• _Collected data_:
--- START ---
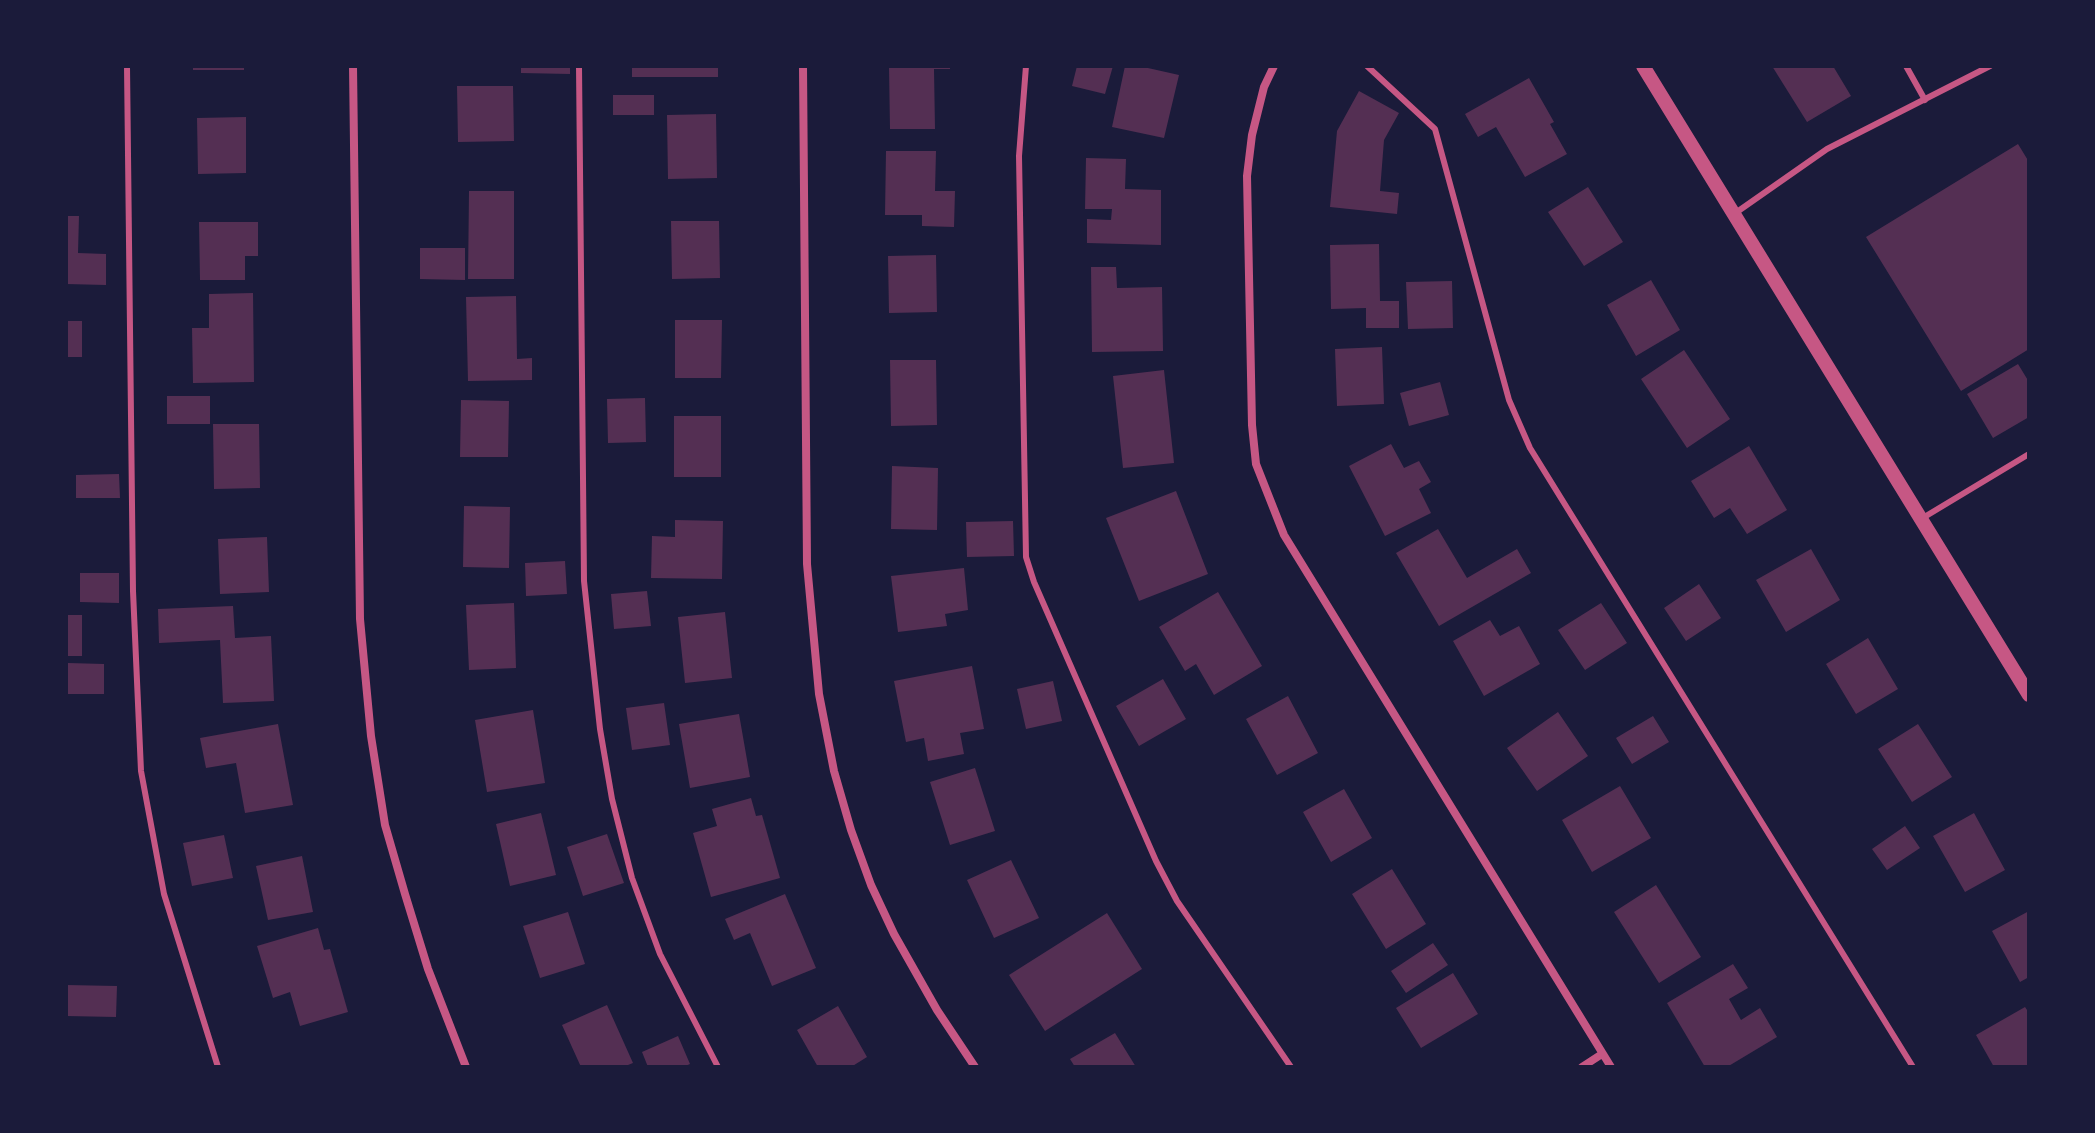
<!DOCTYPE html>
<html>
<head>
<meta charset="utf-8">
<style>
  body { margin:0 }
  #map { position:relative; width:2095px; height:1133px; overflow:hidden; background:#1b1b3a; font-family:Helvetica,sans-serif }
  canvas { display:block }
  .frame { position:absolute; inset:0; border:68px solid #1b1b3a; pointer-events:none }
</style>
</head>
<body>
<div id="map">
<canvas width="2095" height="1133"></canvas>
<div class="frame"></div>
</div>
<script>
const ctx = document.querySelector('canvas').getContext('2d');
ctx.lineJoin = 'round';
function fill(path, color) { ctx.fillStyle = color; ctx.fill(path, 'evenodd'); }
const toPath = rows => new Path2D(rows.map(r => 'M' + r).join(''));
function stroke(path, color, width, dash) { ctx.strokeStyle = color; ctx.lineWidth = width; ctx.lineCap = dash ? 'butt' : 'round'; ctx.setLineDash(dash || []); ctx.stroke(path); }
fill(toPath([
  [193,66,244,66,244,70,193,70],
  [521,66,570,66,570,74,521,73],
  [632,66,718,66,718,77,632,77],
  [889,66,950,66,950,69,934,69,935,129,890,129],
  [1077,66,1113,66,1105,94,1072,86],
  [1125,66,1139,66,1179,75,1164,138,1112,127],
  [1772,66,1833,66,1851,96,1807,122],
  [1529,78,1554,122,1550,124,1567,154,1525,177,1496,127,1478,137,1465,114],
  [457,86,513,86,514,141,458,142],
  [1359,91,1399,113,1384,140,1380,191,1399,193,1397,214,1330,207,1337,131],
  [613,95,654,95,654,115,613,115],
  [716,114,717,178,668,179,667,115],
  [246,117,246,173,198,174,197,118],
  [2018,144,2029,162,2029,349,1961,391,1866,237],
  [886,151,936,151,935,191,955,191,954,227,922,226,922,215,885,215],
  [1086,158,1126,159,1125,189,1161,190,1161,245,1087,243,1087,219,1111,220,1112,209,1085,209],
  [1588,187,1623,242,1584,266,1548,212],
  [469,191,514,191,514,279,468,279],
  [66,216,79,216,78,253,106,254,106,285,66,284],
  [671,221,719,221,720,278,672,279],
  [199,222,258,222,258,256,245,256,245,280,200,280],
  [1379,244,1380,301,1399,301,1399,328,1366,328,1366,308,1331,309,1330,245],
  [420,248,465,248,465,280,420,279],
  [936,255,937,312,889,313,888,256],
  [1091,267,1116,267,1117,288,1162,287,1163,351,1092,352],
  [1651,280,1680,330,1636,356,1607,305],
  [1452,281,1453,328,1408,329,1406,282],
  [253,293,254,382,193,383,192,328,209,328,209,294],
  [516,296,517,359,532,358,532,380,468,381,466,297],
  [675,320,722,320,721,378,675,378],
  [66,321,82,321,82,357,66,357],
  [1382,347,1384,404,1337,406,1335,349],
  [1684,350,1730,419,1687,448,1641,379],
  [890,360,936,360,937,425,891,426],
  [2018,364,2029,382,2029,417,1993,438,1967,394],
  [1164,370,1174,463,1123,468,1113,376],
  [1440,382,1449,415,1409,426,1400,393],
  [167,396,210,396,210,424,167,424],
  [645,398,646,442,608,443,607,399],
  [461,400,509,401,508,457,460,457],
  [674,416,721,416,721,477,674,477],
  [213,424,259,424,260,488,214,489],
  [1391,444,1404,468,1419,461,1431,482,1419,489,1431,513,1385,536,1349,466],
  [1749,446,1787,510,1747,534,1730,508,1714,518,1691,481],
  [892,466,938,468,937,530,891,529],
  [119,474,120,498,76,498,76,475],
  [1176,491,1208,574,1139,601,1106,518],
  [464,506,510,507,509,568,463,567],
  [675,520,723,521,722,579,651,578,652,536,675,537],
  [1013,521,1014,556,967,557,966,522],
  [1438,529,1467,578,1517,549,1531,573,1439,626,1396,553],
  [267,537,269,592,220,594,218,539],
  [1811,549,1840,600,1786,632,1756,580],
  [565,561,567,594,526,596,525,563],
  [964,568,968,610,945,614,947,626,898,632,891,576],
  [80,573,119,573,119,603,80,602],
  [1699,584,1721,618,1686,641,1664,608],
  [647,591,651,626,614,629,611,594],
  [1218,592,1262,666,1214,695,1196,664,1185,671,1159,627],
  [514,603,516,668,469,670,466,605],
  [1601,603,1627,643,1585,670,1558,630],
  [233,606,235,638,271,636,274,701,223,703,220,640,159,643,158,609],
  [725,612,732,678,685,683,678,617],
  [66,615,82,615,82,656,66,656],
  [1490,620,1500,636,1519,626,1540,664,1484,696,1453,641],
  [1868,638,1898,689,1856,714,1826,664],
  [68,663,104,664,104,694,68,694],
  [972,666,984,729,960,733,964,754,928,761,924,738,906,742,894,681],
  [1163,679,1186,719,1139,746,1116,706],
  [1053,681,1062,721,1026,729,1017,689],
  [1288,696,1318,753,1277,775,1246,719],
  [664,703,670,745,632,750,626,708],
  [533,710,545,783,487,792,475,720],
  [1558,712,1588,756,1537,791,1507,748],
  [739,714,750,777,690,788,679,724],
  [1653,716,1669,742,1632,764,1616,738],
  [278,724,293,805,245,813,236,763,206,768,200,738],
  [1918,724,1952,777,1912,802,1878,749],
  [975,768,995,831,950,845,930,782],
  [1620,786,1651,838,1592,872,1562,820],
  [1344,789,1372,838,1331,862,1303,812],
  [751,798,756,816,762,815,780,878,711,897,693,833,717,826,712,809],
  [541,813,556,875,510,886,496,824],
  [1974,813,2005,870,1965,892,1933,836],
  [1905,826,1920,848,1887,870,1872,849],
  [607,834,624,883,583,896,567,847],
  [224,835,233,878,192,886,183,843],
  [302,856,313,912,268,920,256,866],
  [1011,860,1039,918,994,938,967,880],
  [1392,869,1426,924,1386,949,1352,894],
  [1656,885,1701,957,1659,983,1614,912],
  [785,894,816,968,772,986,750,933,734,940,725,919],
  [2029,911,2029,977,2020,982,1992,931],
  [568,912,585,964,540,978,523,926],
  [1107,913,1142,969,1045,1031,1009,975],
  [318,928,324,950,330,949,348,1012,300,1026,290,992,273,998,257,946],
  [1433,943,1448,965,1406,993,1391,971],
  [1733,964,1748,988,1729,999,1741,1020,1760,1008,1777,1037,1727,1067,1705,1067,1667,1003],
  [1453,973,1478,1014,1421,1048,1396,1008],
  [66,985,117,986,116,1017,66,1016],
  [607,1005,633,1063,623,1067,581,1067,562,1025],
  [838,1006,867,1057,851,1067,818,1067,797,1030],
  [2025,1007,2029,1013,2029,1067,1994,1067,1976,1035],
  [1115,1033,1136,1067,1075,1067,1070,1059],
  [678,1036,690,1064,683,1067,648,1067,642,1052]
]), '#542f53');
stroke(toPath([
  [127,66,133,591,141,771,164,894,218,1067],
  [579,66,584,581,600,729,612,799,632,878,660,954,718,1067],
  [1026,66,1019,156,1026,557,1034,582,1156,861,1177,901,1291,1067],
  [1367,66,1435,129,1509,400,1530,448,1913,1067],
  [1906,66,1925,100],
  [1734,214,1827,149,1990,66],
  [1921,519,2029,454]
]), '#c65784', 6);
stroke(toPath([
  [353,66,360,619,371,736,385,825,405,894,428,969,466,1067],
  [803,66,807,564,819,694,834,771,851,830,871,885,894,934,937,1010,975,1067],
  [1274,66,1264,87,1252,135,1247,176,1252,425,1256,464,1284,535,1611,1067],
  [1582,1067,1602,1054]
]), '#c65784', 8);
stroke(toPath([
  [1643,66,2029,695]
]), '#c65784', 14);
</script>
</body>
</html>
--- END ---
• _TASK INSTRUCTIONS_: Among the entries above, how many lines hold the string "canvas"? Respond with nothing but the number.

• _YOUR SOLUTION_: 3